I use the same brand and scent as my boyfriend


----------



## litlaur (Sep 23, 2005)

I use Dove as well. It works and doesn't have an overpowering scent.


----------



## user3 (Oct 1, 2005)

Degree or the Fresh Sugar one.

Both of those are great for me.


----------



## makeup_junkie (Oct 1, 2005)

I LOVE LOVE LOVE Dove!!  It's the only deodorant I've used for the past few years.


----------



## lovejam (Oct 2, 2005)

I use Dove. I don't like the way other deodorants smell, and I find Dove lasts longer on hot days than other deodorants I've tried.


----------



## Lele (Oct 2, 2005)

Dove Invisible Solid = best ever!


----------



## Fiddlist (Oct 3, 2005)

Degree 4 Me


----------



## lilMAmom (Oct 6, 2005)

*I use*

Certain Dri at night and Mitchum in the morning


----------



## TIERAsta (Oct 7, 2005)

i sweat a lot.  i've tried a bunch of different things, but so far adidas works best for me.  it's a little more expensive than the regular drug store stuff, but it works miracles i tell you.


----------



## Moppit (Oct 7, 2005)

I have started using the new deoderant from Adidas with the cotton in it instead of aluminum and it works great.  I can even run a couple of miles and still not smell like sweat when I'm done.  I buy it at Walmart.


----------



## Amber (Oct 7, 2005)

For years, every deodorant made my armpits break out and get ingrown hairs when I would shave. I Google searched about the problem because I was sick of it, and found out that most deodorants contain aluminum (the ingredient that stops the sweat) and that was what was causing ingrown hairs/breakout.

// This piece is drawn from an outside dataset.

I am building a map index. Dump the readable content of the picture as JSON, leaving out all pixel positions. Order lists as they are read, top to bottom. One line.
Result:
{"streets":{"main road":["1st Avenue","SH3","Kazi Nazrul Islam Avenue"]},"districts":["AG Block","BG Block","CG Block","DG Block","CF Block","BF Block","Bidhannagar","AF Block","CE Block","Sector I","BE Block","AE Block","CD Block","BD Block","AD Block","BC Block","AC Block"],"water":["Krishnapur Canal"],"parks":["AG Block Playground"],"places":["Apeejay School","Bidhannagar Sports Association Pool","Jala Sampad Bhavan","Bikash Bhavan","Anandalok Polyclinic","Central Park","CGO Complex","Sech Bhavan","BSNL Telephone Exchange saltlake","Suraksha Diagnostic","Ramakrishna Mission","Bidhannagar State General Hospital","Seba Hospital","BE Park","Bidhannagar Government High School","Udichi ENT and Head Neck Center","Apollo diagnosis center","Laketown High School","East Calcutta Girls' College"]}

So I got mine from the health food/vitamin store. It's called Crystal something... there are several brands that do the same thing though. Basically it's different salt crystals packed tight into a "stone". You wet the stone and apply it to the underarm. It's odorless and doesn't make me break out at all. I can work all day AND go to the gym and still smell no odor. It's really amazing.


----------



## eposton (Oct 7, 2005)

Dove.....love it


----------



## persey (Oct 9, 2005)

Dry Idea unscented gel stick.  It's not perfect, but the most important thing to me is that my deodorant be unscented.


----------



## vloky (Oct 10, 2005)

i switch between secret and dove.


----------



## productjunkie (Nov 8, 2005)

Ban in Powder Fresh. I was constantly changing deoderants because after a month or so my body would get use to them and I wouldnt smell so great one day haha. Ban is great deoderant though.


----------



## caffn8me (Nov 8, 2005)

I find that Mitchum unscented hydro-solid works really well but it does have a habit of drying out in the stick before it's used up.  I've found that retaining the little domed protector that sits on top of the product when it's new and putting it back with no air space between the protector and the product really stops this happening.


----------



## Kittie (Nov 8, 2005)

I use Secret, but I'm wanting something more... I don't know, substantial. I don't have problems with sweating, but I just don't like the way Secret makes me FEEL. It feels all sticky when I put it on. I'm guessing I'll just grab a new one everytime I purchase now and hope to find the brand for me! heh


----------



## scrapbookromance (Nov 8, 2005)

Secret Platinum Invisible Solid in Mystic Rain
my boyfriend's High Endurance works way better though, and I get to smell like him -  but thats only if I borrow his after a shower or something


----------



## BuyMeLipGloss (Nov 9, 2005)

normally i use mitchum's gel, but here in spain i bought this cheap one called rexona that works superbly


----------



## Ms. Z (Nov 9, 2005)

I can't live without Lady Speed Stick Clean Glide in Powder Soft.


----------



## JunkaLunk (Nov 10, 2005)

I USE OLD SPICE HAHAHA.   i find that mens deoderant works better for me.  I do like dove though after I shave,  it really helps.


----------



## MAC_addict_77 (Nov 10, 2005)

I've been using Degree Shower Clean for 8 years now. The only thing I can tolorate and that actually works for me.


----------



## PLAYAGIRL (Nov 10, 2005)

I use Billy (peach color), it works OK with me. During summer, I use Drysol because I tend to sweat a lot


----------



## orodwen (Nov 10, 2005)

i usually just use an EO or EO blend in a carrier.  if i think i need more than that i just grab old spice AP because it's one of the few that doesn't bother my skin.


----------



## succubus (Nov 11, 2005)

I use Soft and Dri gel (baby powder scent). And if I'm excessively sweaty, I use Drysol now and then to stop the sweat altogether.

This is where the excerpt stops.